Since you are awake I think it is worth your time to know that I am already making my move to detach from the past. I am very determine to become good with caricature so that I can produce more artworks.
It's not going to be that glamorous (with color and everything). I will still sketch, but I hope it will be a better production in term of concept and idea. Already I had a few ideas in mind:
- Sailbad the Sinner
- Dying Swan Twisted Wings
- Birds of Same Feathers
- Swiss Samurai Cyborg
- The Way of the Swords
- I love you thiiis much
- Flight of Icarus
- Dragon and rabbit
- Forever Yin and Yang Forever
- Climbing Mount 57
- Relentless 13
- Sparta 4964
Thus I want to practice more with Fresh Paint. I am not too concern with whether I produce realistic or funny drawings. I just want to express myself. Along the way, with 10,000 hours of dedication, I WILL become good. So I am ready to invest the next 5 years to acquire this skill.

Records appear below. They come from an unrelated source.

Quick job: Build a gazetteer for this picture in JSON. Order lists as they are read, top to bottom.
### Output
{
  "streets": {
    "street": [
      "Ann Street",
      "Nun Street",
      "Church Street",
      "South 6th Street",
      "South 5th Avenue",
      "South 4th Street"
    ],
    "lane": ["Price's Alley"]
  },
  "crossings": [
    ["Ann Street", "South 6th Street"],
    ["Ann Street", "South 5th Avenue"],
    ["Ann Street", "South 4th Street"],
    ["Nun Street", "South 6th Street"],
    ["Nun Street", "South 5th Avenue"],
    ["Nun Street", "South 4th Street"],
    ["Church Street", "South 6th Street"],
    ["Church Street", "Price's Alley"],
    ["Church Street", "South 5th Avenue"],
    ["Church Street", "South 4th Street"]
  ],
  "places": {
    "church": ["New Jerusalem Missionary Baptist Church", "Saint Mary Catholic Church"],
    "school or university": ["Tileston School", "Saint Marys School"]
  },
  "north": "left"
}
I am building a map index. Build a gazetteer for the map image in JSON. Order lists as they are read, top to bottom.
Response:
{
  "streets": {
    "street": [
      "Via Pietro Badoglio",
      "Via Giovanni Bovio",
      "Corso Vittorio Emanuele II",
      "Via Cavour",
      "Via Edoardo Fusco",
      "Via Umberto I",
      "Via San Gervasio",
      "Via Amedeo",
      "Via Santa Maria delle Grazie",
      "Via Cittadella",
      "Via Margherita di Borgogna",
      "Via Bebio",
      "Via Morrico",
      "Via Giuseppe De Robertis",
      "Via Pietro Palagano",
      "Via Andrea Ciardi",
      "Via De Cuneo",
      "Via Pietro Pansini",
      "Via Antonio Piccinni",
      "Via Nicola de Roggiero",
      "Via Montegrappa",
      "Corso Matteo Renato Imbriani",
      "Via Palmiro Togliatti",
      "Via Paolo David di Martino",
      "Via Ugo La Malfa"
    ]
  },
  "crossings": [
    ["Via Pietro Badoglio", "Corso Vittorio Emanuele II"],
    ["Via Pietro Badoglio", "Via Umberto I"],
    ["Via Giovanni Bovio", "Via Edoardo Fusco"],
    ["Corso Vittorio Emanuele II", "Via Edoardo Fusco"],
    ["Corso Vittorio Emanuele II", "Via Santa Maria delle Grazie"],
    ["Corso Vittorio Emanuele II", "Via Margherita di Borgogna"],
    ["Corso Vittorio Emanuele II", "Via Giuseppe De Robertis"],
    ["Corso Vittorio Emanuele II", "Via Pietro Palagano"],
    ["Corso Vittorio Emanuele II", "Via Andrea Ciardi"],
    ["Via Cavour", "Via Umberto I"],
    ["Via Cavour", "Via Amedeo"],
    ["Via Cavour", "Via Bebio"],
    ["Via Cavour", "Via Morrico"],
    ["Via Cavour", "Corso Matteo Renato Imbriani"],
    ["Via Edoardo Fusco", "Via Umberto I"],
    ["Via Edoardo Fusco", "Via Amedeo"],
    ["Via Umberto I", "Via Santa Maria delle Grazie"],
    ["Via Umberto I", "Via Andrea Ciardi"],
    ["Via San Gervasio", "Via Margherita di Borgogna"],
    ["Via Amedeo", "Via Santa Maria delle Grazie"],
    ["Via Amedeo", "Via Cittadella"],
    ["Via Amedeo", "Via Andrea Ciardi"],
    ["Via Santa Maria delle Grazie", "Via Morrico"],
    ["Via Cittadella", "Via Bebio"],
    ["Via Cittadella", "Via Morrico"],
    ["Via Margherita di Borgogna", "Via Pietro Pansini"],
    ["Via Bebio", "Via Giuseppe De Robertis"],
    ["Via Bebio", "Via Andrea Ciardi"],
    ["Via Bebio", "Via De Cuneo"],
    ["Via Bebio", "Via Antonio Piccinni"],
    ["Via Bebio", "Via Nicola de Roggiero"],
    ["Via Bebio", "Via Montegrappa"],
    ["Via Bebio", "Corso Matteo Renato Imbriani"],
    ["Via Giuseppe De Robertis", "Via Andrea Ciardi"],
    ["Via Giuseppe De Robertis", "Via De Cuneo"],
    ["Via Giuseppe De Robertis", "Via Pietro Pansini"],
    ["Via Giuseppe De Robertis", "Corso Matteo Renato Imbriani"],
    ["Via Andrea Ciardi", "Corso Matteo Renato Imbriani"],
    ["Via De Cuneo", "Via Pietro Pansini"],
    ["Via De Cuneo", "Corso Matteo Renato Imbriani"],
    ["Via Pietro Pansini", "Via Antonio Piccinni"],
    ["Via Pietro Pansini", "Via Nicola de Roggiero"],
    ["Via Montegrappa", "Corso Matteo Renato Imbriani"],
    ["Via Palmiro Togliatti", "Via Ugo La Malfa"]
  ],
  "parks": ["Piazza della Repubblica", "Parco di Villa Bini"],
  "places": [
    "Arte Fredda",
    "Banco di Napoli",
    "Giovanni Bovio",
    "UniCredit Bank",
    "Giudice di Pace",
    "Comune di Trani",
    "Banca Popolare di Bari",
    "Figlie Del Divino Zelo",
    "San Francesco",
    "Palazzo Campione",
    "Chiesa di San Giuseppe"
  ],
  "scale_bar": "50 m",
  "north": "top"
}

I intend to use low tech Sketchpad to achieve this goal much like when I use Palm TX when I produce these drawings:
Notice, the first one was done earlier and was a bit wobbly.
Then as I progress, just by using two types of pen thickness I can produce these:
Bear in mind, Miyamoto Musashi only use watercolor and a brush, and yet the paintings are timeless:
My idea is to produce simple yet meaningful art. It takes practice and patience.
What I hope to achieve is my own brand of artwork by merely using Sketchpad.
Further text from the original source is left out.